Nothing could have prepared them for what actually was in store. It wasn’t personal health crises but incredibly heavy rain, followed by extensive flooding and a cyclone called Gabriele that took aim at the North Island.
“With many road diversions in place, it took us around 10 hours in driving rain to get to our overnight stop at Pukenui which was around a one-hour drive to our start point at Cape Reinga,” explains Robbie. “Thankfully, the following day we had favourable conditions riding down Ninety Mile Beach, but what followed was two days of having no power and cold showers on our overnight stops at Ahipara and Opononi. The destruction caused by the cyclone was clear to see as we rode further south but so too was the generosity and hospitality of the people of the far north. The locals at Kohukohu for example, invited us onto their Marae for a welcomed cup of tea and biscuit. It was a tremendous act of kindness which lifted our spirits no end,” adds Robbie.
Warm showers after long days in the saddle were finally a welcome relief as was catching up and staying with family in the Matamata-Piako District. For Robbie, that time was particularly special.
“We got to celebrate my birthday at our sister’s place in Te Aroha, meet up with my son at Matamata and even rode a short distance with my 6-year-old grandson at Little Waipa Reserve which was a re-enactment of what Tex had done with his grandson during his TA ride.”

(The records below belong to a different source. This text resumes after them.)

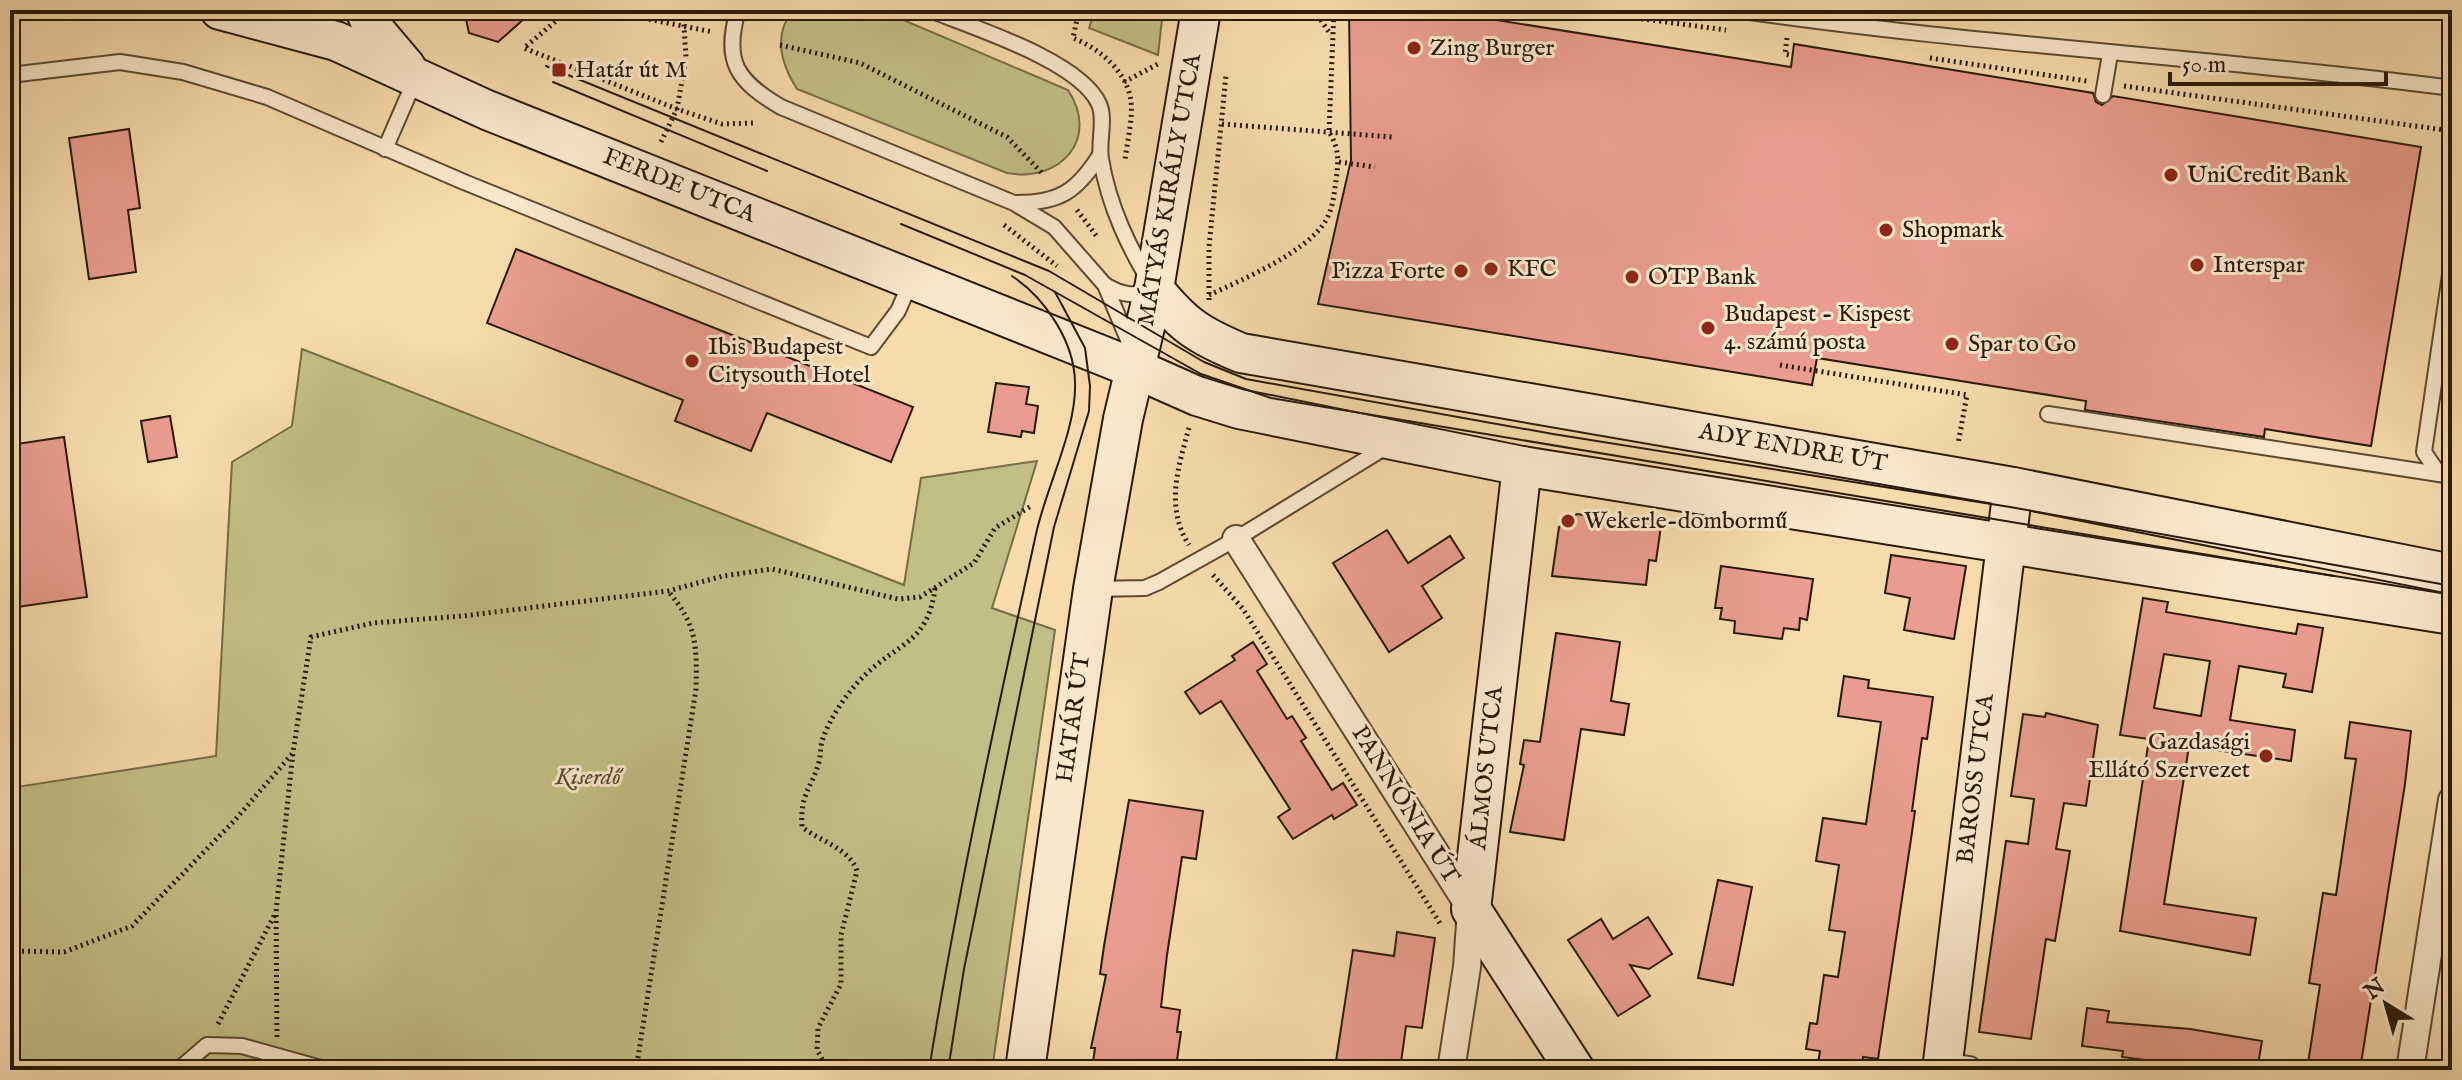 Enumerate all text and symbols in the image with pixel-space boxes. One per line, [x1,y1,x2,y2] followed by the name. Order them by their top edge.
[1430,33,1554,64] place label: Zing Burger
[2170,36,2386,86] scale bar
[1405,39,1423,57] marker: Zing Burger
[1131,50,1209,329] street label: MÁTYÁS KIRÁLY UTCA
[2182,50,2226,81] text: 50 m
[575,55,687,86] place label: Határ út M
[550,61,568,79] marker: Határ út M
[598,141,761,231] street label: FERDE UTCA
[2187,160,2347,191] place label: UniCredit Bank
[2162,166,2180,184] marker: UniCredit Bank
[1902,215,2003,246] place label: Shopmark
[1877,221,1895,239] marker: Shopmark
[2213,250,2305,281] place label: Interspar
[1507,254,1557,285] place label: KFC
[1331,256,1445,287] place label: Pizza Forte
[2188,256,2206,274] marker: Interspar
[1482,260,1500,278] marker: KFC
[1452,262,1470,280] marker: Pizza Forte
[1648,262,1757,293] place label: OTP Bank
[1623,268,1641,286] marker: OTP Bank
[1724,299,1911,358] place label: Budapest - Kispest 4. számú posta
[1699,319,1717,337] marker: Budapest - Kispest 4. számú posta
[1968,329,2076,360] place label: Spar to Go
[708,332,871,391] place label: Ibis Budapest Citysouth Hotel
[1943,335,1961,353] marker: Spar to Go
[683,352,701,370] marker: Ibis Budapest Citysouth Hotel
[1695,416,1890,480] street label: ADY ENDRE ÚT
[1584,506,1787,537] place label: Wekerle-dombormű
[1559,512,1577,530] marker: Wekerle-dombormű
[1050,651,1099,785] street label: HATÁR ÚT
[1463,684,1511,852] street label: ÁLMOS UTCA
[1950,692,2002,866] street label: BAROSS UTCA
[1344,720,1466,890] street label: PANNÓNIA ÚT
[2088,727,2250,786] place label: Gazdasági Ellátó Szervezet
[2257,747,2275,765] marker: Gazdasági Ellátó Szervezet
[554,762,624,793] park label: Kiserdő
[2346,964,2426,1044] north arrow
[2358,973,2391,1007] text: N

And so the journey continued south and onto Wellington where the same 2.00am ferry crossing (on which Tex had died) awaited them. Doug says the crossing was one of several special emotional moments he and Robbie shared together. “On reaching Picton, we both knew nothing was going to stop us getting to Bluff. We had carried Keith and Tex on our shoulders from the very start and would continue to complete and embrace the journey together. It was truly an amazing feeling for both of us.”

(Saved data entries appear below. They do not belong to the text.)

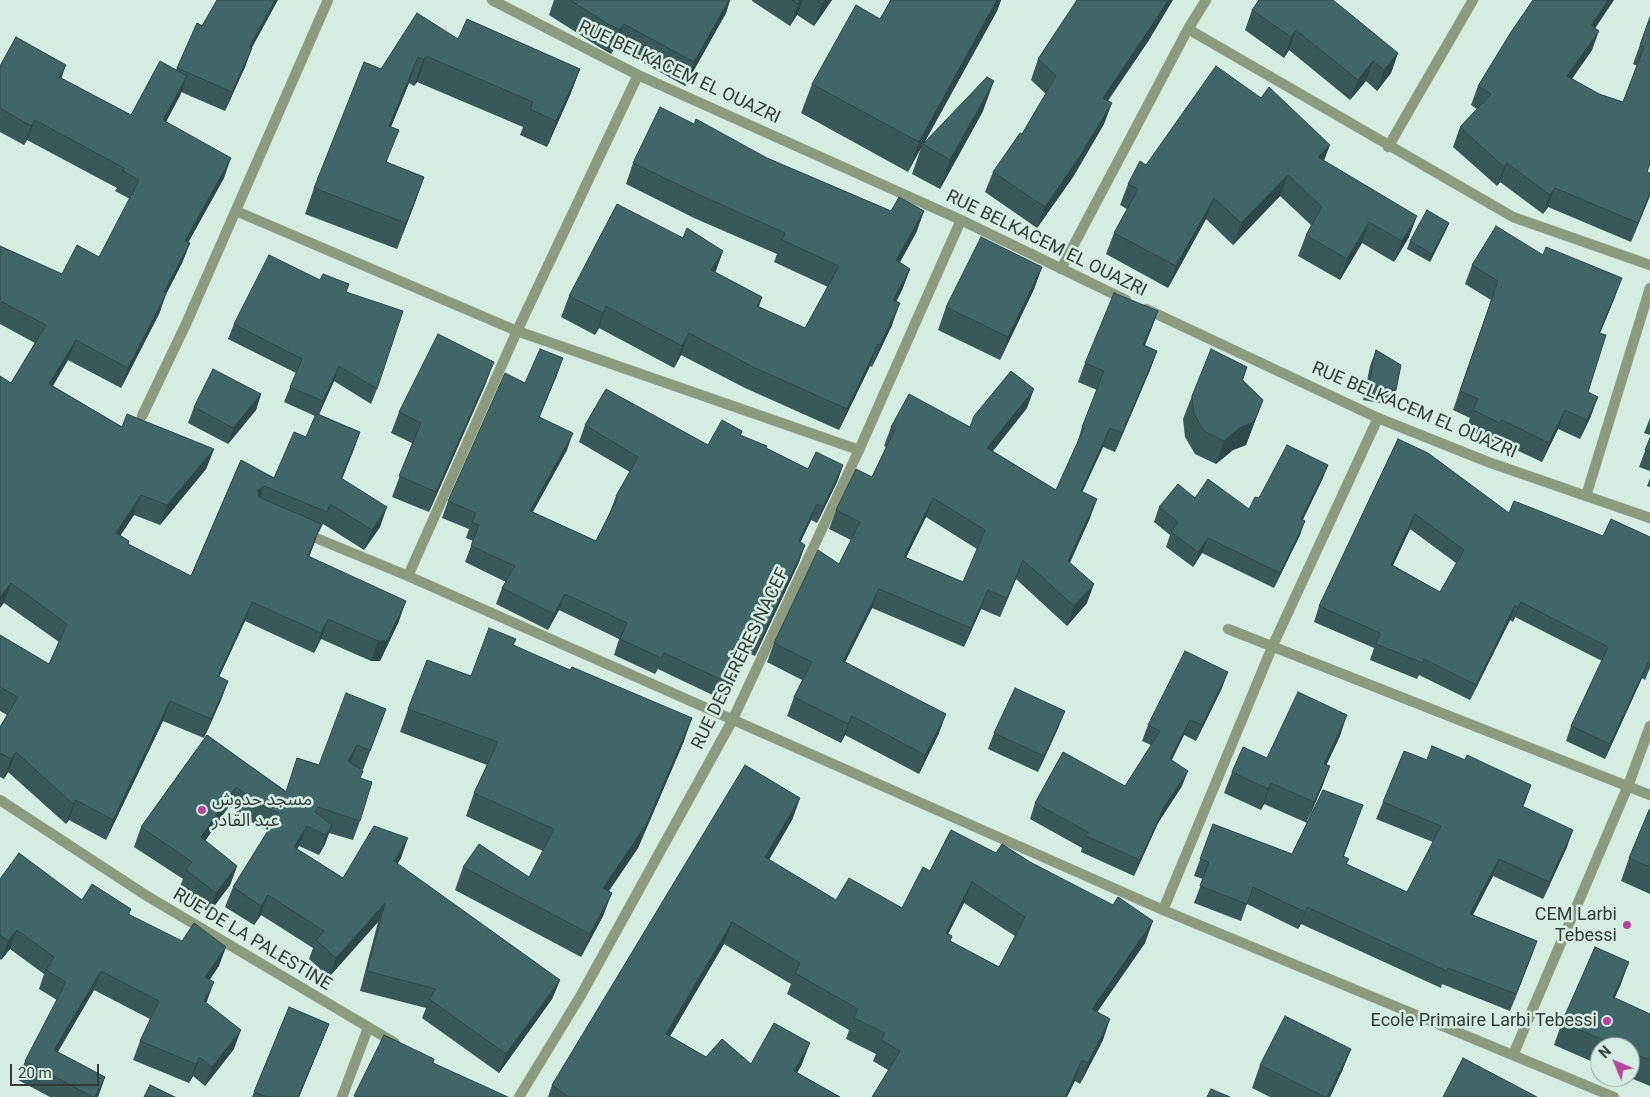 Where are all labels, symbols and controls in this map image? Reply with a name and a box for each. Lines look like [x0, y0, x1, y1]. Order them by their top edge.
street label: RUE BELKACEM EL OUAZRI [575, 17, 783, 129]
street label: RUE BELKACEM EL OUAZRI [942, 186, 1150, 302]
street label: RUE BELKACEM EL OUAZRI [1308, 358, 1520, 464]
street label: RUE DES FRÈRES NACEF [688, 565, 794, 753]
place label: مسجد حدوش عبد القادر [212, 789, 312, 832]
marker: مسجد حدوش عبد القادر [196, 804, 208, 816]
street label: RUE DE LA PALESTINE [169, 884, 335, 996]
place label: CEM Larbi Tebessi [1535, 904, 1617, 946]
marker: CEM Larbi Tebessi [1621, 919, 1633, 931]
place label: Ecole Primaire Larbi Tebessi [1371, 1010, 1597, 1032]
marker: Ecole Primaire Larbi Tebessi [1601, 1015, 1613, 1027]
north arrow [1590, 1037, 1640, 1087]
text: N [1596, 1043, 1614, 1061]
scale bar [12, 1054, 101, 1086]
text: 20 m [18, 1064, 52, 1082]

Bluff was finally reached 30 days after leaving the wet and battered far north. Robbie and Doug had toughed it out, ridden 3000km, climbed over 3,500 metres in elevation and managed to still average around 100km per day. When they reached the signpost at Stirling Point, telling them their journey had come to an end, a very emotional and unashamed man hug took place.
An end maybe, but a great personal and family achievement for them both, that will never be forgotten. Robbie and Doug well done, you did your brothers and extended family proud.
Caption: Robbie and Doug at their final destination.